Murikeer slowly lowered himself back into a crouch after looking over the top of a large stone slab against which he and Llyn rested. He let a chuff of air out past his lips, blowing water from the fur of his upper lip, giving his head a short, firm shake, spraying water from fur and whiskers. All around them the heavy, drumming roar of a hard spring downpour turned the normally quiet forest into a waterfall. He was soaked to the skin by the chill water, but there was little he could do about that. He was no weather mage.
The sky had been overcast, the color of tarnished steel for the past several days as they made their way north. Murikeer had often wondered if he had made a mistake in accepting the female mink's company in his trek. For all of her stunning beauty she was not a creature of the forest; she was noisy. Many times he had winced at the racket she made following him along the most basic and clear of trails. The snap of twigs and crush of dead leaves revealed her attempts at stealth with every turn. She was also slow.
Her legs were shorter than Muri's, though she was probably a good hand taller than he was, which shortened her stride. Even before his father's disappearance Muri had learned how to walk in the forest without disturbing it, how to move rapidly yet quietly. Since adopting his new form and coming to live in the unknown north he had picked up a certain stride. A long, loping gait that covered ground rapidly, but that did not tire him commiserately.
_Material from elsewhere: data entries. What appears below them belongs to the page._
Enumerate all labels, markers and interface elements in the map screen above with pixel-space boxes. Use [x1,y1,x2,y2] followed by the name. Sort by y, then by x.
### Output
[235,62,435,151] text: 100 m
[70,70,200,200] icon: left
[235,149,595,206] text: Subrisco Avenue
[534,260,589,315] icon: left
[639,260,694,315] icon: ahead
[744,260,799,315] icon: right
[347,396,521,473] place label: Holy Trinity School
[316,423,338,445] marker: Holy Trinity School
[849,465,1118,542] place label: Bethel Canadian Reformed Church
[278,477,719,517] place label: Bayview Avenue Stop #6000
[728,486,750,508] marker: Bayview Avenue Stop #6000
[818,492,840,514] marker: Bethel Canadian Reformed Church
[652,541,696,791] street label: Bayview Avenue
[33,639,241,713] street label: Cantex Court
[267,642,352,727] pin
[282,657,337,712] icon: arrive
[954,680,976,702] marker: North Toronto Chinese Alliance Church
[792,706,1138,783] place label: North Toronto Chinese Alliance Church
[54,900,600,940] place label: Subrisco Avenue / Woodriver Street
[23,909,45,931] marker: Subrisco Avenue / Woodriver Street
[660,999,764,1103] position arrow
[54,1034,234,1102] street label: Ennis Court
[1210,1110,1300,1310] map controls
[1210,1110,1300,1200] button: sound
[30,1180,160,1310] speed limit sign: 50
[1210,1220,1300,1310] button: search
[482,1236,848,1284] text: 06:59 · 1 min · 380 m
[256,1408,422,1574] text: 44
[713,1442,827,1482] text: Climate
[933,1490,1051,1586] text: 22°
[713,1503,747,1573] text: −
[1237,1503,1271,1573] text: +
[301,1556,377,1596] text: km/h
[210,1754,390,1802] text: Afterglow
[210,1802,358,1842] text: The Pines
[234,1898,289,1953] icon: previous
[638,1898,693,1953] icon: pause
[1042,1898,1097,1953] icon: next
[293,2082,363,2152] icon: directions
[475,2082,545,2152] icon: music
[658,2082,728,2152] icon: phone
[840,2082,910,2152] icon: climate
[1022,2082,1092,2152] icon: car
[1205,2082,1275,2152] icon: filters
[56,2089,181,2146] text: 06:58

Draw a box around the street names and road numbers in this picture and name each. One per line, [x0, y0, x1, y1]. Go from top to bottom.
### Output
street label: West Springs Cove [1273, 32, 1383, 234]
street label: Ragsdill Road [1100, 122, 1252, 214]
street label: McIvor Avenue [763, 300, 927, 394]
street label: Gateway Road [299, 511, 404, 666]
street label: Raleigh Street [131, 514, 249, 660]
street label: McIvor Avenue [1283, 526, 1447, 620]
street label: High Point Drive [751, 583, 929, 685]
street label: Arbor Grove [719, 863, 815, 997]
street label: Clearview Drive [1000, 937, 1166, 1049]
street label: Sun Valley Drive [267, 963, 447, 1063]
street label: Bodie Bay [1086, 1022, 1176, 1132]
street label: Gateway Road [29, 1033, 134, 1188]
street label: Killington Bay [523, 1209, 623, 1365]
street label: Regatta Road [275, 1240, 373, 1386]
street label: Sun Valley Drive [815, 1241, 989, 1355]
After a mere two hours of that she had been left panting and groaning, her legs nigh to cramping.
Since that moment Muri's stride had been shortened, his lope becoming a walk. Tension sang through his nerves for speed, a need to go north that was as powerful as the pangs of hunger due a starving man. Sleep was shortened, fitful and restless. Only the danger of moving in the moonless darkness of the past few days had forced him to stop with the setting of the sun and not move until its rise the next morning. Even then he ached at the delay.
His temper had grown short, causing him to snap at his companion with nearly every broken twig or gasp elicited after a stumble. She had, for the most part, kept her tongue, nodding at his sharp words as she tried to catch her breath and keep up.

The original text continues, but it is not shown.